→ **Stored data entries**
========================================

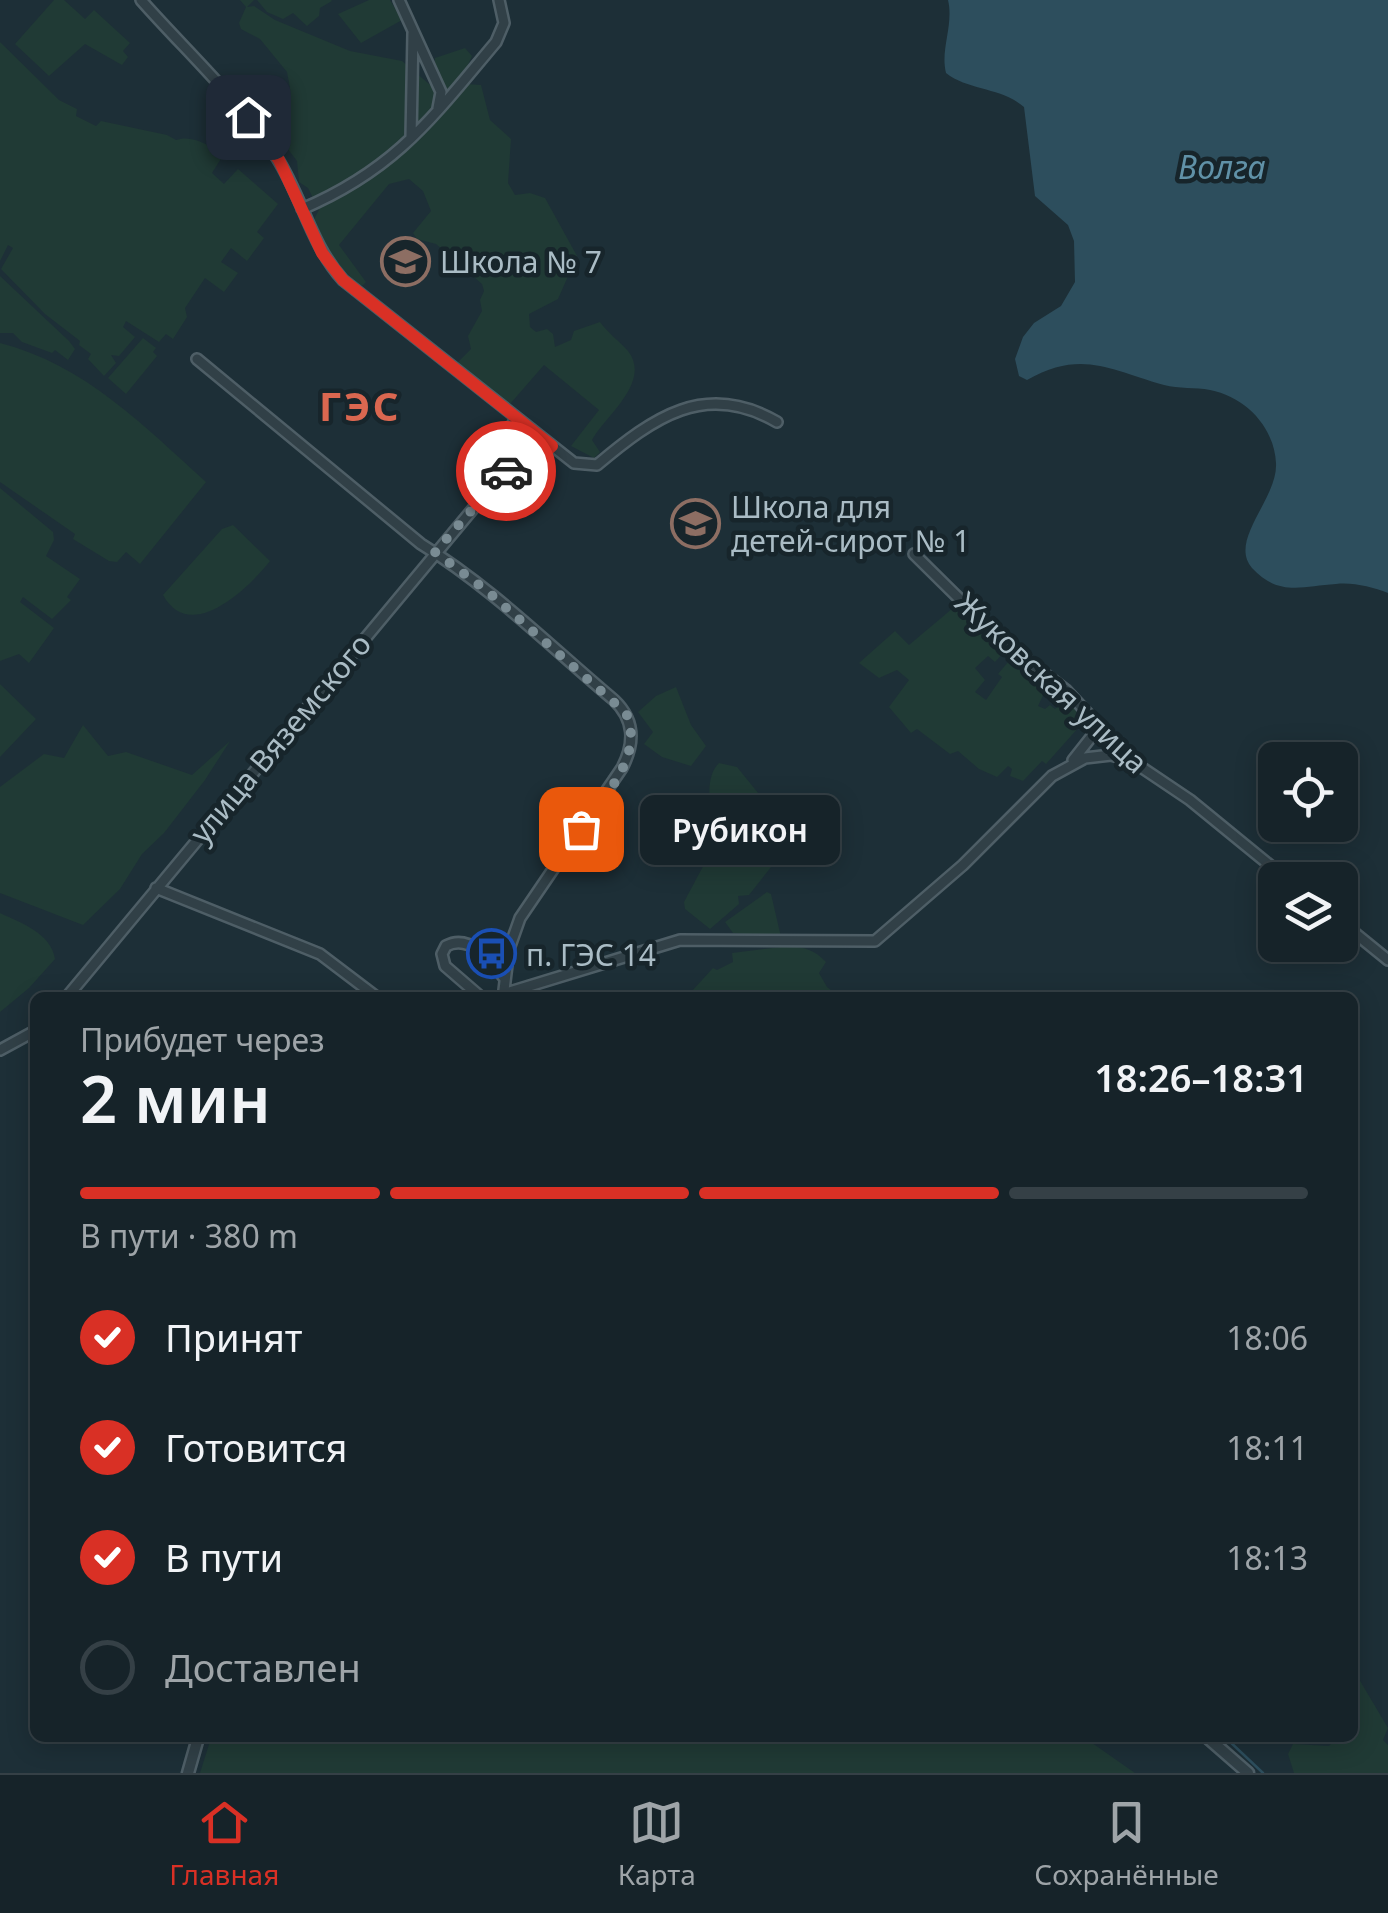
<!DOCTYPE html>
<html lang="ru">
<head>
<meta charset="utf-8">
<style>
  body { margin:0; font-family:"Noto Sans",sans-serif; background:#1f2b31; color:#f1f3f6; height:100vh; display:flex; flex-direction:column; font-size:38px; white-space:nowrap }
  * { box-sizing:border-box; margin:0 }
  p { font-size:32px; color:#9ea4a8 }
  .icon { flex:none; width:55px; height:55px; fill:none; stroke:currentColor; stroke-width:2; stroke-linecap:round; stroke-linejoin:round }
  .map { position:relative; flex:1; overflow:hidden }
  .sheet { position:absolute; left:30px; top:992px; width:1328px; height:750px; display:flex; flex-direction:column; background:#162329; border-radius:15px; box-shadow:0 5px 25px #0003,0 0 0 2px #354046 }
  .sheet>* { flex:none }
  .fabs { position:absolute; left:1258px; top:742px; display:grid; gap:20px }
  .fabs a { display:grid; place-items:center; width:100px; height:100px; border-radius:15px; background:#162329; box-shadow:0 5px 25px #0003,0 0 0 2px #354046; font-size:50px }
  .pin { position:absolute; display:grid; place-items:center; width:85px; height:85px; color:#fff; margin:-42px; border-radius:20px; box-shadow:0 5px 15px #0006 }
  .courier { position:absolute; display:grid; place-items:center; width:100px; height:100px; margin:-50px; border:8px solid #d93025; border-radius:50%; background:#fff; color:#222; box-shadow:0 2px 12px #0007 }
  .bubble { position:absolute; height:70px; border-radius:15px; background:#162329; box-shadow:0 5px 25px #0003,0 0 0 2px #354046; font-size:32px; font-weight:600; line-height:70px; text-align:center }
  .summary em { font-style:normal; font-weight:600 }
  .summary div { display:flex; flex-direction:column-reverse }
  .summary { display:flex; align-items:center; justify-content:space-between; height:170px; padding:0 50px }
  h1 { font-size:65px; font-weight:600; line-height:75px }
  .bar { display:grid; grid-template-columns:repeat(4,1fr); gap:15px 10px; align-content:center; height:120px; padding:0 50px }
  .bar i { height:12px; border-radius:8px; background:#354046 }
  .bar .selected { background:#d93025 }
  .bar p { grid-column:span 4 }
  ol { padding:0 50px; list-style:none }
  li { display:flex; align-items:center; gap:30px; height:110px }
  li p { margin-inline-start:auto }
  li .icon { padding:10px; border-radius:50%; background:#d93025; color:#fff; stroke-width:4 }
  li:last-child { color:#9ea4a8 }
  li i { width:55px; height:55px; border:5px solid #354046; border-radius:50% }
  .dock { display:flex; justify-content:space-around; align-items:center; height:140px; border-top:2px solid #354046; background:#162329; font-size:28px; color:#9ea4a8 }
  .dock a { display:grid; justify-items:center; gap:5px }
  .dock .selected { color:#d93025 }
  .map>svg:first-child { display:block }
  .green { fill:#203a35 }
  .water { fill:#2d4e5d }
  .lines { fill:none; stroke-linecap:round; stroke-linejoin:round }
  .stream { stroke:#2d4e5d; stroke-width:2.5 }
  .minor-casing { stroke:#4e5e66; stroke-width:14 }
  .tertiary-casing { stroke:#4e5e66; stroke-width:15 }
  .minor { stroke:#314047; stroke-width:9 }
  .tertiary { stroke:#314047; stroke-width:10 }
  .done { stroke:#798b93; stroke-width:10; stroke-dasharray:0 18 }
  .route { stroke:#d93025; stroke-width:12 }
  .labels { text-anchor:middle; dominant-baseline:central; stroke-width:9; stroke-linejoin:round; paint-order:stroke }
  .poi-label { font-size:30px; fill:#aabcc5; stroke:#17252b; text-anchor:start }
  .street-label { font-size:30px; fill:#aabcc5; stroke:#17252b }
  .water-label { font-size:32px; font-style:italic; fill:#6091a7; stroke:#17252b }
  .district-label { font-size:40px; font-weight:bold; letter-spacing:2.5px; fill:#da6750; stroke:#17252b }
</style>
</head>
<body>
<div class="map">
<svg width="1388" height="1773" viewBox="0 0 1388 1773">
  <rect width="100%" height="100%" fill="#1d2f37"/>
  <path class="green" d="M54,0H64L85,19L94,10L130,43L123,51L128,57L122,65L85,44L49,76L15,44Z
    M240,0H254L247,7L254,6L275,20L350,51L402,61L435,89V58L465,48L472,56L465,71V84L481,85L490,120L511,139L508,183L515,195L530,193L545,198L577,256L558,299L529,314L530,327L536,332L547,329L553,334L555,347L571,340L574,331L600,322C608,333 619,341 628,351C652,382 605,416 592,440L600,452L594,458L571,446L599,410L544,365L510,404L502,403L457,370L458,362L471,349L468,336L482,311L480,300L484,291L482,284L436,244L417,239L413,233L431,211L423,191L409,179L389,184L339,245L366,282L363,285H358L325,250L313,221L319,210L308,188L299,182L297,161L284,144L282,126L290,88L287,72L260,39L241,29L239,23L246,7Z
    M257,0H331L332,1L320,8L319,16L307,26L293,13L283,19L267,12Z
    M369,0H390L402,20L361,43L338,14Z
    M0,42L59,100L77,109L76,116L96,126L101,121L167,135L176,140C192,134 210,146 224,154L212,173L224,184L238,169L278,204L257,232L264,238L247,261L231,248L221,262L238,273L224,292L205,278L185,308L187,317L173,339L166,334L159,342L126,321L123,327L135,337L119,356L111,355L116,363L104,376L88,359L91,354L79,345L80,341L45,314L1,269L13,248L8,245L0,261Z
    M0,276L69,341L75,349L68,360L55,350L52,353L22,342L13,333H0Z
    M143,338L156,348L153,352L157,356L126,394L108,378Z
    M0,343C85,365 143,425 206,482L140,564L126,552L117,562L109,561L73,539L75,534L0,482Z
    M0,488L53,532L54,540L46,556L80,579L67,597L71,600L52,619L23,597L20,602L54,628L29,663L19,654L0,661Z
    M233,525L270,561C247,590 190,644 163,595L222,529Z
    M959,603L999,643L996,650L1004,646L1007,649L995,662L988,656L975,668L985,680L975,692L986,700L1002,677L998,674L1014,655L1049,683L1038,706L1045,709L1050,705L1055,709L1068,696L1087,718L1046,764L1042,761L1023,781L1010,776L1012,769L1008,766L997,777L979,769L958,751L950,754L917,729L911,733L889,707L909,680L897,670L879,678L859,663L895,631L909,645Z
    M0,684L36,719L0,757Z
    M676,687L691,725L706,746L691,766L662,757L644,744L653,732L638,712L656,696Z
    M83,725L108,756L126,752L192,775L230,741L205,780L164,833L142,854L120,889L83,925L0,893V787L44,754L64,758Z
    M719,763L737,767L789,831L790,843L749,895L738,896L739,904L710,929L685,909L684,902L708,857L705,848L717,831C709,812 704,777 719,763Z
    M767,892L771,894L781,937L733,933L725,922Z
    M0,913C21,923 51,933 55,959L29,988L0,1012Z
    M789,946C804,947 815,950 826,962L819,973L827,987L840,997H671L692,991L713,968L717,970L733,962L732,953Z
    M1353,1669L1388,1728L1383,1740L1388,1745V1773H1294L1288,1754L1293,1744L1329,1746L1337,1738H1352Z
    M211,1738H1085L1135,1773H200Z"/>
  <path class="water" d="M948,0H1388V593C1372,587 1353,582 1336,584C1302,586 1279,597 1252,568C1228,540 1278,499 1276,463C1274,427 1246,397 1210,390C1195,387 1179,389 1164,385C1110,370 1082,349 1027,380L1019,376L1015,359L1023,337L1034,323L1061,306L1075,282L1074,241L1068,225L1035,196L1024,107C1001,87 969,91 946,73C940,49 954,25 948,0Z"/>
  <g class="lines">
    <path class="stream" d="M1226,1738L1263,1773"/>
    <defs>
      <path id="minor" d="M141,0C187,52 239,99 277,158C302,197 311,245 343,280L574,463L597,465C653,418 705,380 777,422
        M399,0L441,92L438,108
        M411,137L413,33
        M302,209C396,169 432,118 496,42L504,23L499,0
        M197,359L421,544C491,587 551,647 614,700C635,720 635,743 622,768L520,918L509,949L503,998
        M501,473C510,454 502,437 516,419
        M914,554L1001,640L1066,690L1132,761L1190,800L1288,880
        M1073,760L1092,736L1093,720
        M156,888L320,954L378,998
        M1340,921L1388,960
        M503,994L680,940L875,941L963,865L1052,776L1085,758L1111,755L1132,761
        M66,998L497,480C514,463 536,466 552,446
        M482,998L445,966L442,954L446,946C470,933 491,961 505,979
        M0,1050L35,1031"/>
      <path id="tertiary" d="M1208,1738L1248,1773
        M188,1773L198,1738"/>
    </defs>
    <use href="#minor" class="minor-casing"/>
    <use href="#tertiary" class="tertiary-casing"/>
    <use href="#minor" class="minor"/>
    <use href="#tertiary" class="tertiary"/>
  </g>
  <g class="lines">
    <path class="done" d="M506,471L435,552L487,591L626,713C645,756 604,796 581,829"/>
    <path class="route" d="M248,117L279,160L322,253L343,280L552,446L533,464L506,471"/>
  </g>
  <defs>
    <symbol id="school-ring" viewBox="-11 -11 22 22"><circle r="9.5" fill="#17252b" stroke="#8d6e63" stroke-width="1.5"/><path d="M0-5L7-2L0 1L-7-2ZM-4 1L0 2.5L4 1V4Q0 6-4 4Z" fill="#8d6e63"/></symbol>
    <symbol id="bus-ring" viewBox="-11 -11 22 22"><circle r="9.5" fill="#17252b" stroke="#1a4fb4" stroke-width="1.5"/><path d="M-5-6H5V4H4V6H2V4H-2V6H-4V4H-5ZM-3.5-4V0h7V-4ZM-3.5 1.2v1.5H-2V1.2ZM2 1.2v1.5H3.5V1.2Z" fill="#1a4fb4"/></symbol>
  </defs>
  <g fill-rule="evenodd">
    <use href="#school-ring" x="378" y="234" width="55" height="55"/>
    <use href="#school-ring" x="668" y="496" width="55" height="55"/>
    <use href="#bus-ring" x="464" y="926" width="55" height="55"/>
  </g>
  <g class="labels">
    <g class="poi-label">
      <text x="440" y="261">Школа № 7</text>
      <text x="731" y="506">Школа для<tspan x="731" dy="34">детей-сирот № 1</tspan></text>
      <text x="526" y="954">п. ГЭС 14</text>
    </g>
    <g class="street-label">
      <text transform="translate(1052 682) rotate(43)">Жуковская улица</text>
      <text transform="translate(280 738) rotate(-50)">улица Вяземского</text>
    </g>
    <g class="water-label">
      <text x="1222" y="166">Волга</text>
    </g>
    <g class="district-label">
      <text x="360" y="405">ГЭС</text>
    </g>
  </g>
</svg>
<div class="fabs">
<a><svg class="icon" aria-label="locate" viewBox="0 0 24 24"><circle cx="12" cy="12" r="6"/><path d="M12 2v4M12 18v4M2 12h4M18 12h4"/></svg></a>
<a><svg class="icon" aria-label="layers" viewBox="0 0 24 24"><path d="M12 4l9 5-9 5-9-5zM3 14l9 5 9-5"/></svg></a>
</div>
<div class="pin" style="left:581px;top:829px;background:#ea580c"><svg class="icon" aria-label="bag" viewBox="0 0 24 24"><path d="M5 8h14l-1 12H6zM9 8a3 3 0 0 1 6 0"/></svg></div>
<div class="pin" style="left:248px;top:117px;background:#1f2937"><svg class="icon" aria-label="home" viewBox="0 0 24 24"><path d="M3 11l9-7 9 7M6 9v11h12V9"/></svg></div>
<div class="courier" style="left:506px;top:471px"><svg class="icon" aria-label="car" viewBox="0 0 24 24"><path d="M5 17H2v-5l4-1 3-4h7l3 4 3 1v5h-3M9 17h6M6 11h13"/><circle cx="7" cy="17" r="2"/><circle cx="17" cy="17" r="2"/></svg></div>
<div class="bubble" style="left:640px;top:795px;width:200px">Рубикон</div>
<section class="sheet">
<div class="summary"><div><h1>2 мин</h1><p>Прибудет через</p></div><em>18:26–18:31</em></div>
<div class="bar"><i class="selected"></i><i class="selected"></i><i class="selected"></i><i></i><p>В пути · 380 m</p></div>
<ol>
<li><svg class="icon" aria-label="check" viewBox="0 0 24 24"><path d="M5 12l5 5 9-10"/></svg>Принят<p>18:06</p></li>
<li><svg class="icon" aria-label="check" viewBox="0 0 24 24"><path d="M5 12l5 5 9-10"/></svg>Готовится<p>18:11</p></li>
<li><svg class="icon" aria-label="check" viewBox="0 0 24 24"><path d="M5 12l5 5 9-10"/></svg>В пути<p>18:13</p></li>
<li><i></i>Доставлен</li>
</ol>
</section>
</div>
<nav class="dock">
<a class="selected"><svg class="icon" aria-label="home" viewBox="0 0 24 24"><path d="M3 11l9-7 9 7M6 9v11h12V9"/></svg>Главная</a>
<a><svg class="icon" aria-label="map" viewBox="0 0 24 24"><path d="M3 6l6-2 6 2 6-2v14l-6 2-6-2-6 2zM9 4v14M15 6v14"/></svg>Карта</a>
<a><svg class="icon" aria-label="saved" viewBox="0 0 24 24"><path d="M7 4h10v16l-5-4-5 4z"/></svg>Сохранённые</a>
</nav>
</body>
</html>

========================================

→ **Instructions to follow**
Please find all lines of the entries that hold the string "linecap" and copy them.

→ **Result**
  .icon { flex:none; width:55px; height:55px; fill:none; stroke:currentColor; stroke-width:2; stroke-linecap:round; stroke-linejoin:round }
  .lines { fill:none; stroke-linecap:round; stroke-linejoin:round }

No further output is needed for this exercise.